A large part of making either successful or appealing music today is figuring out how far away you want to keep listeners while still providing them with empathetic emotion or sentiment to grasp. From ambience to pop, today's music requires either hidden, artistic accessibility or transparent pop sensibilities. Phantogram can be seen as hanging in perfect balance between an open sound like Chairlift or the xx and the abrasive, sometimes confusing sounds of Hot Chip or of Montreal.
Phantogram often give off a vibe that they are just playing around with different sounds and riffs. Whether or not this is to show off how adept they are or if it's just because they are that good, it has both positive and negative effects. The lead vocals find themselves swimming aimlessly in swirling production on ""You Are The Ocean,"" but appropriately enough, the climax feels vibrant after different levels are done interacting. This becomes symptomatic of many songs on Eyelid Movies, which makes them both frustrating and rewarding. Each song employs different lines of production that interact on various levels—often to unfulfilling ends—before Phantogram decide to turn them all loose and unveil the vivid imagery and emotion that built up.

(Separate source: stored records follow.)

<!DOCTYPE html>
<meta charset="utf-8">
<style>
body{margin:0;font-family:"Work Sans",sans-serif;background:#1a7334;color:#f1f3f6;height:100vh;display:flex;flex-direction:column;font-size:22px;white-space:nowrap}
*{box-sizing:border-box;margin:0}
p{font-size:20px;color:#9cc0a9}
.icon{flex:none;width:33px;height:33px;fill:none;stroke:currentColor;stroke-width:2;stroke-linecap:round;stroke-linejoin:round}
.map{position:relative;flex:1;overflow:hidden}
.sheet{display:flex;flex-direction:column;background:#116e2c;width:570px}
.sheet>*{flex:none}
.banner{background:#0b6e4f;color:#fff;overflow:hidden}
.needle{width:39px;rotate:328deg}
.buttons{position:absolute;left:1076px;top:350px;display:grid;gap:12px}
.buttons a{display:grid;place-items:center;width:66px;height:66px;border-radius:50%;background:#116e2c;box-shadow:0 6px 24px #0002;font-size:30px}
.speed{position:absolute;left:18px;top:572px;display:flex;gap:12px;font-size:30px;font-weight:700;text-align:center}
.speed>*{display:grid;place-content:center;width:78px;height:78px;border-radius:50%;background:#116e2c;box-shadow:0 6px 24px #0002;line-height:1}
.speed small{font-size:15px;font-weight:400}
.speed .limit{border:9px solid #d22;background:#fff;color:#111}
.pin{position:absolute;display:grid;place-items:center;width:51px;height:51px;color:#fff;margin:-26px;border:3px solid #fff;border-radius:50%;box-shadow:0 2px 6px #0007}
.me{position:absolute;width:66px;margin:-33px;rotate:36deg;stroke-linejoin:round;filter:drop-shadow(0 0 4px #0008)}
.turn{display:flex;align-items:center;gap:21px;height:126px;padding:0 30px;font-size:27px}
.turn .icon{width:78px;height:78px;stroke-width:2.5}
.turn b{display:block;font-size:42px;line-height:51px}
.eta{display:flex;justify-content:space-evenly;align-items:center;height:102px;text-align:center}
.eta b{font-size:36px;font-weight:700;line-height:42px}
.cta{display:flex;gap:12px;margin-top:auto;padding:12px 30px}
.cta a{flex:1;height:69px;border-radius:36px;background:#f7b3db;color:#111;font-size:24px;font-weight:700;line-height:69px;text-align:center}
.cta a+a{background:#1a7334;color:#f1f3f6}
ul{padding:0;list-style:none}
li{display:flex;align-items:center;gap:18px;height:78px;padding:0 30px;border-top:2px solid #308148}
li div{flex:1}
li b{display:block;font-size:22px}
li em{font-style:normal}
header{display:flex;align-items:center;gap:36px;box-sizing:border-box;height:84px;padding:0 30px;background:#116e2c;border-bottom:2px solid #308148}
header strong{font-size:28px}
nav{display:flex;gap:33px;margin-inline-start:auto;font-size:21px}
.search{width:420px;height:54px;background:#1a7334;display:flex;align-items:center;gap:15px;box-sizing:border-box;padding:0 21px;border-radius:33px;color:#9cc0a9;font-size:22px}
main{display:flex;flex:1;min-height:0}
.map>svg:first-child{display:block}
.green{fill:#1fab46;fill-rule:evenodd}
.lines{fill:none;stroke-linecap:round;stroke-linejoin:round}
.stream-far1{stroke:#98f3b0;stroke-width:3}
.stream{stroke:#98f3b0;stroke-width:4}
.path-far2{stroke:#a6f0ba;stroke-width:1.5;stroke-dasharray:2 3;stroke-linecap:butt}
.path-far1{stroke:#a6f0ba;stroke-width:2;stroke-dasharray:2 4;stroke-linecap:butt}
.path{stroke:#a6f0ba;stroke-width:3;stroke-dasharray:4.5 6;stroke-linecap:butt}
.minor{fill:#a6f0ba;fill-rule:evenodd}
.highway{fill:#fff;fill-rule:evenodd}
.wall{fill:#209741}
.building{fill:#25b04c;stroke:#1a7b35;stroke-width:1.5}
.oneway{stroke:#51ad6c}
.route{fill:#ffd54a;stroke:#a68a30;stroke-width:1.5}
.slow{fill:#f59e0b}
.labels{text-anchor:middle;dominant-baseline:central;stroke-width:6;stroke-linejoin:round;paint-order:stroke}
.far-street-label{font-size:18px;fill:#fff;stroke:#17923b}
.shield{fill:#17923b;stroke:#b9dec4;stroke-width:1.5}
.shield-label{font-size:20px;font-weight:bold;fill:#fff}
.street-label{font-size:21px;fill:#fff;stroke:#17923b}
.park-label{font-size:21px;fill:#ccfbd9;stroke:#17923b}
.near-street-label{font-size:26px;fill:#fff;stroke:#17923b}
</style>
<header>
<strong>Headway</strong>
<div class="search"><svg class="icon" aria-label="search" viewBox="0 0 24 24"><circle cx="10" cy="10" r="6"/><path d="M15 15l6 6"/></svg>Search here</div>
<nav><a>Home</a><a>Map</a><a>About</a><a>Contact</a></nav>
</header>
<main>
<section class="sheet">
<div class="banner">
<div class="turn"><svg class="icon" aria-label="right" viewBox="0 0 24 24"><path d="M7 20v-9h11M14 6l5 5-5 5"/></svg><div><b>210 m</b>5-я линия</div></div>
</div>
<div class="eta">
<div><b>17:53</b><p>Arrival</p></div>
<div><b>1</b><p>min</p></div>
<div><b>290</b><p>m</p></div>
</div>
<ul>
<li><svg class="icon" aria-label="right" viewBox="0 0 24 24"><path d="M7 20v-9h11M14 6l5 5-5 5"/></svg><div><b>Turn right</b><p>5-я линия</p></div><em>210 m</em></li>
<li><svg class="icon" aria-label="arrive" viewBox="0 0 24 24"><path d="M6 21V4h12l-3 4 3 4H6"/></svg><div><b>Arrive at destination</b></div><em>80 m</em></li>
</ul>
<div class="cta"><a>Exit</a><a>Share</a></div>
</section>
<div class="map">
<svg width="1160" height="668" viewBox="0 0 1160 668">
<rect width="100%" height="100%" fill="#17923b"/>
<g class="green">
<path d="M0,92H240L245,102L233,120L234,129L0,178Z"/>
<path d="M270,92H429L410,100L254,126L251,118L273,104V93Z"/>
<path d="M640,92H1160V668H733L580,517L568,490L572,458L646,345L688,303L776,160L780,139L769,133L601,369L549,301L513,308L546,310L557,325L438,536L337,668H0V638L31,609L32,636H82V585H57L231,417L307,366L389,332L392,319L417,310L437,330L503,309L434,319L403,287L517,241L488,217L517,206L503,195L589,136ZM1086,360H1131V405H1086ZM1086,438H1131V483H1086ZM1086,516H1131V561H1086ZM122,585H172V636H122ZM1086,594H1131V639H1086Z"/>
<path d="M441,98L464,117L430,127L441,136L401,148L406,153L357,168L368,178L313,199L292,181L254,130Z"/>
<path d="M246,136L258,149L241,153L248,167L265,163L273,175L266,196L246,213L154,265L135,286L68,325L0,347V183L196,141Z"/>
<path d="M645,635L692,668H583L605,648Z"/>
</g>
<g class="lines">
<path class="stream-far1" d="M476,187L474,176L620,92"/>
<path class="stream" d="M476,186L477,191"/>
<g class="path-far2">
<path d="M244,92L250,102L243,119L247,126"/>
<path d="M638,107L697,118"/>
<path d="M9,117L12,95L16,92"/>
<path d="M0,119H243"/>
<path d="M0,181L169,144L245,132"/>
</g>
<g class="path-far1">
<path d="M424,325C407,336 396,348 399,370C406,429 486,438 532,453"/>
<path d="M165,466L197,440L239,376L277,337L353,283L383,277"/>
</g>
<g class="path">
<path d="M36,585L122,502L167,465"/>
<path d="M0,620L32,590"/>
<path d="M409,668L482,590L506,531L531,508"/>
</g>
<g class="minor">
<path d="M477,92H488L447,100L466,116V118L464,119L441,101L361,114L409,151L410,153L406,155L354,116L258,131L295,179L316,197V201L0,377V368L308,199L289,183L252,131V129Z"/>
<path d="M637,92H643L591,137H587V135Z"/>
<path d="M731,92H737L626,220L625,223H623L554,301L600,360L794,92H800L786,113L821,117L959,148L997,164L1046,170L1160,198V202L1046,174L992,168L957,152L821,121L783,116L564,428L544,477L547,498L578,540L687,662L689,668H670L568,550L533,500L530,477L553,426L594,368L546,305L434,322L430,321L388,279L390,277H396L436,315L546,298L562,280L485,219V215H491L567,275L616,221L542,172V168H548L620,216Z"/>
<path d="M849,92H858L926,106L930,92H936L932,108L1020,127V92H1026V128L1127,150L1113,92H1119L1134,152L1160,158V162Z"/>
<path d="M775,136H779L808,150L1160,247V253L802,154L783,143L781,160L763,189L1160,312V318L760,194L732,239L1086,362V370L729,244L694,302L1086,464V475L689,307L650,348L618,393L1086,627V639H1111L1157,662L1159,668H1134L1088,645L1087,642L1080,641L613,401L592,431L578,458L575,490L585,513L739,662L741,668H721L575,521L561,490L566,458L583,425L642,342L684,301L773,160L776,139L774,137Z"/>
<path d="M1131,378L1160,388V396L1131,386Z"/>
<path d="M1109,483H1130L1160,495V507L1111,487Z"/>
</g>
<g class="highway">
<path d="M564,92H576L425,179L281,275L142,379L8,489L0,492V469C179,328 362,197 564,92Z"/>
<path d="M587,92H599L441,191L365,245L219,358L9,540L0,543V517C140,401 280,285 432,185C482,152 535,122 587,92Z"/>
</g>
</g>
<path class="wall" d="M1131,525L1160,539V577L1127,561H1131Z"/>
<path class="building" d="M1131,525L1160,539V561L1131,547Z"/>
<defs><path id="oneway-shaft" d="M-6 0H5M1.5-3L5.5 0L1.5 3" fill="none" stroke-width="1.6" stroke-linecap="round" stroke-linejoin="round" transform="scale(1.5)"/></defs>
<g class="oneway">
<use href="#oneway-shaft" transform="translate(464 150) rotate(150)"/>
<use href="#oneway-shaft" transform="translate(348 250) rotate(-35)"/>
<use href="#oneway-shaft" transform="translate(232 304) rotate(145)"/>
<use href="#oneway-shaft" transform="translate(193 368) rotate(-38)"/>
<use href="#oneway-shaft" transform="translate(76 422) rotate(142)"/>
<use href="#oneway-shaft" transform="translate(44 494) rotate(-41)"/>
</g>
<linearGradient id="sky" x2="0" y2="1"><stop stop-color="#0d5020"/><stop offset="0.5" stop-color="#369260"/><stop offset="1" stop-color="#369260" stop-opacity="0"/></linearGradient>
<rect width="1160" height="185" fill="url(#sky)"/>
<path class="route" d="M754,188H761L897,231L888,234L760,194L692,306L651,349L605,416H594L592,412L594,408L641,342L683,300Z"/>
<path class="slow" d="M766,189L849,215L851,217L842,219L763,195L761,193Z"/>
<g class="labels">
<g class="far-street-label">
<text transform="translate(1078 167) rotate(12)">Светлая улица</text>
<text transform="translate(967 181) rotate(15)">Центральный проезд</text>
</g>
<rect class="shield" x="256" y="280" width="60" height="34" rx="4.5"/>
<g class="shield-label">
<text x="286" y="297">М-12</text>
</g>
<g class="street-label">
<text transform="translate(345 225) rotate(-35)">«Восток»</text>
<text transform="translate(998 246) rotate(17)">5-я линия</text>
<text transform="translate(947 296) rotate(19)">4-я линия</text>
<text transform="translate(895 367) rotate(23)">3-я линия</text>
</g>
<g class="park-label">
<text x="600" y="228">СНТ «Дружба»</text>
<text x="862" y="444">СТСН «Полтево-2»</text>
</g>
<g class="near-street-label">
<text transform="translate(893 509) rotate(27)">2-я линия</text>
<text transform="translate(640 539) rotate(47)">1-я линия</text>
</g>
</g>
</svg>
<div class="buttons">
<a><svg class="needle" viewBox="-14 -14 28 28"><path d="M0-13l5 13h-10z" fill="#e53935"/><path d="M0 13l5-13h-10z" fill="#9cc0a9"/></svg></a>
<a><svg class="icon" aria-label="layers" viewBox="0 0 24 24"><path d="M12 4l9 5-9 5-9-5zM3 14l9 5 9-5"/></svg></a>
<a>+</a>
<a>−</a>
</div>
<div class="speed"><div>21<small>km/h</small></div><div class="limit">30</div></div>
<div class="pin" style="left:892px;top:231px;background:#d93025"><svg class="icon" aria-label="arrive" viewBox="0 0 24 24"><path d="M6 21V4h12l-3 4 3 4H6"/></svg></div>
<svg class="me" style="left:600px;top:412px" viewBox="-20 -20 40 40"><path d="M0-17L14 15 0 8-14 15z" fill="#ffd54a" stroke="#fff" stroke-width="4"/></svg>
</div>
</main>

""Mouthful of Diamonds"" carries the xx feel, only not as wispy or intimate. The beat is busy but not overzealous, and when the melody comes in after each chorus evolves in frustration, it gives the slightly dubstep beat taken from the introduction a full assault of color, as if lead singer Sarah Barthel just landed in Oz.
""When I'm Small"" represents one of the few filler songs with layered progressions, an uninspired beat with underlying sexual connotations that leave it appropriately small in stature. But ""Turn it Off"" allows that sound to grow by grasping at extremes. It hits a deep register with a whole note bass line, and along with an unconventional beat and hazy, layered vocals and guitar in the background, it makes the culmination of the final chorus yet another epiphany, bringing to life the simple lines with sincerity: ""I could have been easier on you / I should have been / A little bit easier on you.""
""As Far as I Can See"" picks up a trip-hop feel, representing the peak of their affectations. A slightly unnatural beat mixes with samples that feel pieced together, layering to create distance between the underlying sentiments. It has the simplest lyrics and most consistent accessibility as everything blends together in an inexplicable harmony reminiscent of the disjointedness of Bitte Orca, making it the most memorable track on the album.
Maybe only because it's recent, but Teen Dream stands out as a close comparison, and while that record is definitely more polished and practiced than Eyelid Movies, the lofty comparison is not unwarranted. The problem for Phantogram is that they never find their own niche. The eccentricity of indie electropop like of Montreal and the accessibility of Chairlift flank Phantogram, leaving them hopeful to find a middling group of lost listeners. Yet if they're aspiring for any sound, it's of the xx or Beach House. However, their sound is not as cohesive and singular.
Instead, touches of trip hop and dubstep hide their accessibility behind walls of what are just layers of timidity, which is the product of Phantogram's willingness to try too hard to make more conventional approaches hip and groovy. This dilutes their sound and leaves behind most of the aesthetic cohesiveness that they establish through the unique ingredients they do throw in. When they are subject to so many recent peer comparisons, cohesiveness is essential to setting a band apart and reminding listeners something unique is offered in return. But as they stand on Eyelid Movies, they are a lonely, attractive marble left in the middle of the board in the expansive game of Hungry Hungry Hippos that indie music acceptance can represent at times.